St. Mary High School is a secondary school located in the Highgate area of St Mary, Jamaica.

St. Mary High School is a traditional high school for grades 7 through to 13. It has an enviable academic and athletic record and is one of the most sought-after schools for PEP graduates in Northeast Jamaica. The school boasts a diverse racial makeup, the largest minority groups being East Indians and Chinese. The school was the National Schools' Debate champion in 1989, 1996, 1998, and 2005.

In common with all state-run Jamaican secondary schools, St. Mary High uses a selection process to accept students at the grade seven level. Due to the high level of competition from primary level students in St. Mary and surrounding parishes to gain entrance into St. Mary High School, one of two traditional high schools in St. Mary and the only one with a sixth form programme, the majority of entrants are higher-scoring PEP candidates. Students from most primary and preparatory schools can attempt to gain a place by sitting the Primary Exit Profile (formerly the Grade Six Achievement Test).

History 
On a little mound, a little mound which was originally part of the Constantine Lands. Then, Mitzi Seaga (née Constantine) lived in a house on that little mound and that house on the mound became St. Mary High.

The Portals of St. Mary High opened on January 12, 1960 at 8:30 a.m. to 69 pupils (31 boys and 38 girls) and four teachers including the principal, Mr. L. W. Brown, B.Sc.  Parents and students assembled, anticipating the beginning of the new school term. At that time, there were three forms, 1-1, 1-2, and 1-3. Currently there are 1,616 students enrolled and 83 teachers. The aforementioned house accommodated the three classrooms, the bathrooms and a kitchen, but was converted into an Assembly Hall, a sewing room and a library after the building of new classrooms. Presently on that historical site is the music room, the netball, volleyball, and basketball courts and a beautiful garden.

Expansions did not stop, as a World Bank project extended the "B" Block which housed the Home Economics and Business Departments. Since then, three other blocks have been added, with the most recent addition being the Sixth Form block which was relocated and expanded in 2007.

In 1960, the school began with only five clubs (including the popular Glee Club) and offered nine subjects, including Latin. The curriculum now comprises 26 subjects at the CSEC level and 30 units at the CAPE Level. The co-curricular activities have also increased to 21. During lunch time, students dined under an air of classical music; a tradition that still remains today, but in a more modernistic form. A more recent tradition has also been embarked upon: the playing of the National anthem of Jamaica at the beginning of school.

The House system was introduced in January 1962; two years after the school first opened its doors and the first inter-house sports competition in March 1962. The four houses then, Harry, Henry, Stanley, and Whitehorne, competed. Harry House won that event. Cargill and Clarke Houses were later added. Cargill House was named after the second principal, the late Mr. E. U. Cargill and Clarke House after the late track coach, Mr. Douglas Clarke.

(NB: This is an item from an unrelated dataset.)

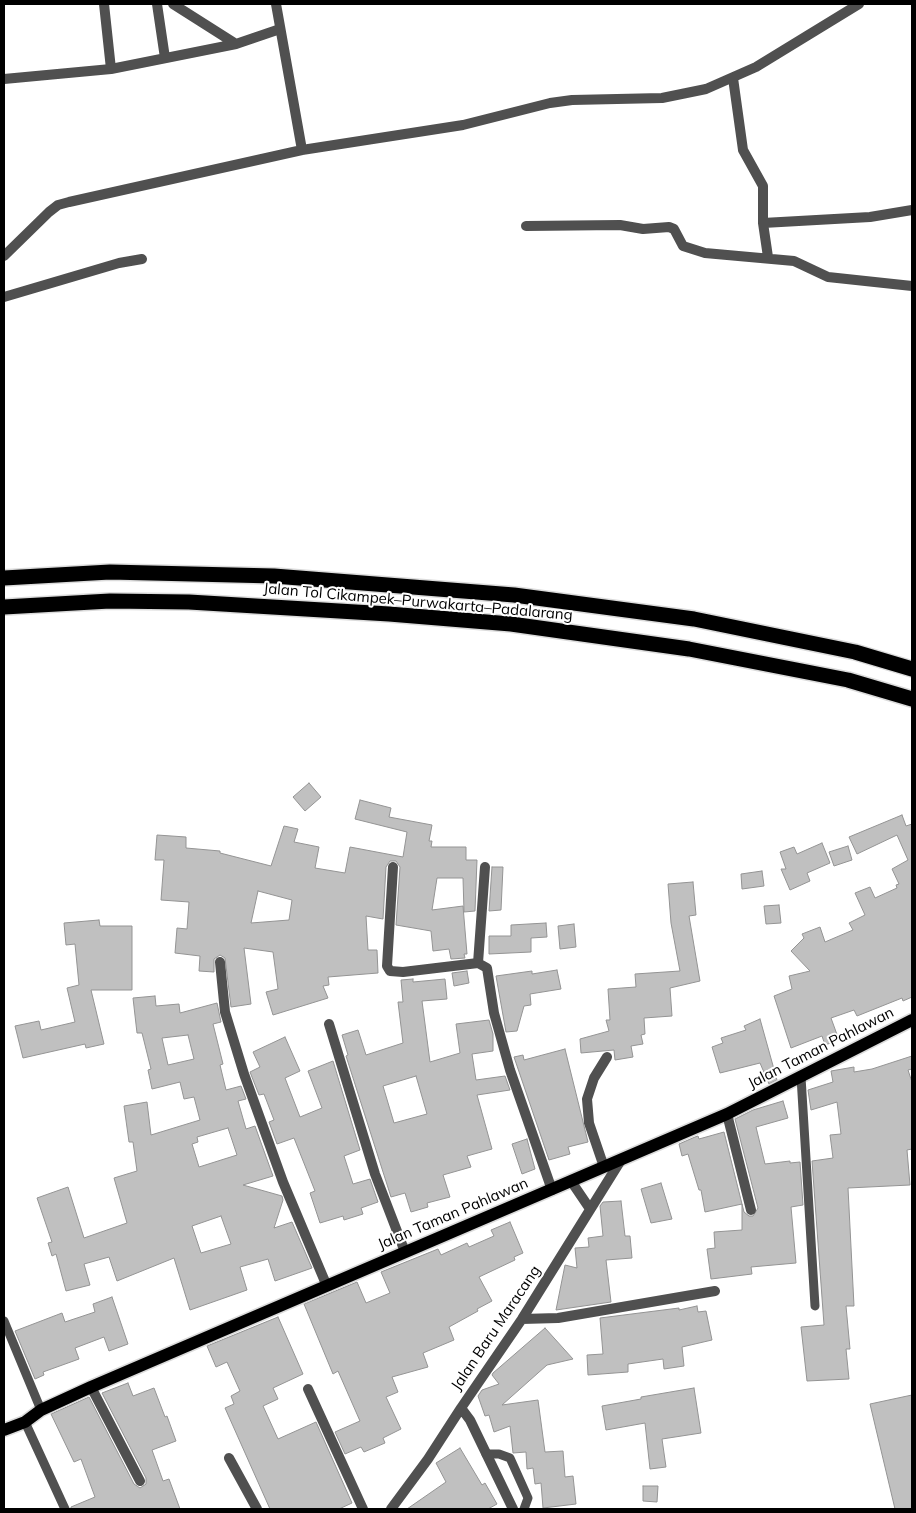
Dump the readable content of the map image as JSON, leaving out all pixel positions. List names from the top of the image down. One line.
{"streets":{"highway":["Jalan Tol Cikampek–Purwakarta–Padalarang"],"main road":["Jalan Taman Pahlawan"],"street":["Jalan Baru Maracang"]},"crossings":[["Jalan Taman Pahlawan","Jalan Baru Maracang"]]}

The first Cadet inspection was held in February 1966. The Unit has grown over the years and has come to be the most successful in the nation.

To date, the school has had five principals: Mr. L. W. Brown, Mr. E. U. Cargill, Mr. P. N. Hamilton, Lt. Col. E. V. Johnson and currently Mrs.J.F. Sadaar.

Campus 
The campus is located in hilly Highgate Saint Mary Parish, Jamaica. It has grown considerably since the time of its opening in 1960 and has the largest campus of any high school in St. Mary. The school has a large auditorium, cafeteria/lunch room, many computer and science labs, a well stocked and professional library adjacent to the sixth form block, in addition to numerous classroom blocks and several staff-rooms.

Although St. Mary High School is not a boarding institution, foreign or out of town teachers have on-campus living options with apartment style cottages across from the nurses and guidance counselors stations. The school has a spacious volleyball/netball court that is often called the Cadet Square and a football field across the main roadway that runs parallel to the campus.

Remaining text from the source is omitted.